Hello there. Hope you’re feeling well today.Regular readers of this blog will know that occasionally my brain will work from the most oddest of tangents and random thoughts just enter my head. Well you may remember that a few posts back I chatted about how Britain was in such a state of nervous breakdown now that if the government was stockpiling food in the event of a dark hard Brexit then I could seriously consider doing the same without being treated as alarmist. Also that in the event of a dark hard Brexit the most important writer would become Jack Monroe, as people would have to learn to cook with less choice available and probably at higher prices.
Now, as I said in that post, I don’t belive a long dark hard Brexit of the soul will happen (not saying things are going to be better than staying in the EU mind) if only because of the electoral disaster that would await the Conservatives should it occur.

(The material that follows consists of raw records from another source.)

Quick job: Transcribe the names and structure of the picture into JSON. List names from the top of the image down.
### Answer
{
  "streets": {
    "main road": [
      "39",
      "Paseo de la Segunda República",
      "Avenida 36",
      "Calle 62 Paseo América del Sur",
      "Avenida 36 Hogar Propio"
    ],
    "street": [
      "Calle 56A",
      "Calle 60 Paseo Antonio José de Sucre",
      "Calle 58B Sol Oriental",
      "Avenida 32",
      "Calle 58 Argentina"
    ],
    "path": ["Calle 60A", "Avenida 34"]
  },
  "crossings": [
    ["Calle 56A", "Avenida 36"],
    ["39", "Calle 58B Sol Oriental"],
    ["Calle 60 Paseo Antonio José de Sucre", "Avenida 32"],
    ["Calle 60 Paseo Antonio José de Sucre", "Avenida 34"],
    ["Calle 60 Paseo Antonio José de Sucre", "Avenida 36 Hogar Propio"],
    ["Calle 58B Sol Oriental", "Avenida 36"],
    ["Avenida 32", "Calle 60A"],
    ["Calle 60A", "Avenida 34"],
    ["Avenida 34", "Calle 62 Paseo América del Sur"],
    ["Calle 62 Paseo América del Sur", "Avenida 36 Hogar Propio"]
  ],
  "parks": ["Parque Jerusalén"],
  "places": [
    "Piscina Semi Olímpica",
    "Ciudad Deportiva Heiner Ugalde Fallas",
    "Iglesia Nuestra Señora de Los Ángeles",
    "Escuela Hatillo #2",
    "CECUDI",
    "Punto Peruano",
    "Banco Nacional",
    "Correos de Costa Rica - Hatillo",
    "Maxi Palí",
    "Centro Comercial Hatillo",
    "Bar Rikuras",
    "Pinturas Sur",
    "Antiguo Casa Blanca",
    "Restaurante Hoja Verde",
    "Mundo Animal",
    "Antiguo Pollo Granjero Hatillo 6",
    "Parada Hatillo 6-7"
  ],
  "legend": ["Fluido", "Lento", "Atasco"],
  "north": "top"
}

But given that it’s unquestionably a possibility and not that far away from a probability it’s not unreasonable to think of the consequences of food shortages across Britain.
It occurred to me that in the event of a dark hard Brexit the first group of writers who will suffer would be…..restaurant critics.
Stands to reason really. After all in the event of food shortages restaurants would be affected. A lot would close down and probably none would open. After all most people would be unable to afford the rising prices and those that could would probably be too scared of being targeted by the hungry masses to go.
In that scenario how can you judge a restaurant without an adequate and regular supply of ingredients? It would be like watching Julius Ceaser without Brutus and Mark Anthony. The shell would be there but important ingredients would be missing.
Thing is of course most people wouldn’t care. Partly because they would be too busy trying to survive themselves. But also because restaurant critics have the reputation of being London centric and elitist. I’ve no idea whether it’s true or not but that’s not the point. It’s the perception.
I’ve reviewed in this blog an e book by the Observer Restaurant Critic Jay Rayner and liked it. But the above point didn’t occur to me until now. I think the problem restaurant critics have is that unlike a movie or even a play the chances of most people being able to experience a particular place in London where you need a payday loan just for the starter would be extremely slim.
Possibly the best answer is that should there be no Brexit or at the very least a much softer one then papers and websites should consider a second critic, possibly in rotation. Perhaps people who would live in a town which for a Londoner would require a Satnav and a pack of huskies to visit. Who would chat about the local Italian or curry house. Who would look at the price and not necessarily the most expensive item on the menu. Who is not interested in the wine and would rather have cola without ice (why would I want diluted cola?).Who would wonder whether [insert food item here] goes with chips.
The number one critic goes for the headline establishments but this second group could go to places ordinary people could relate to.
But restaurants and restaurant critics will have to survive Brexit first.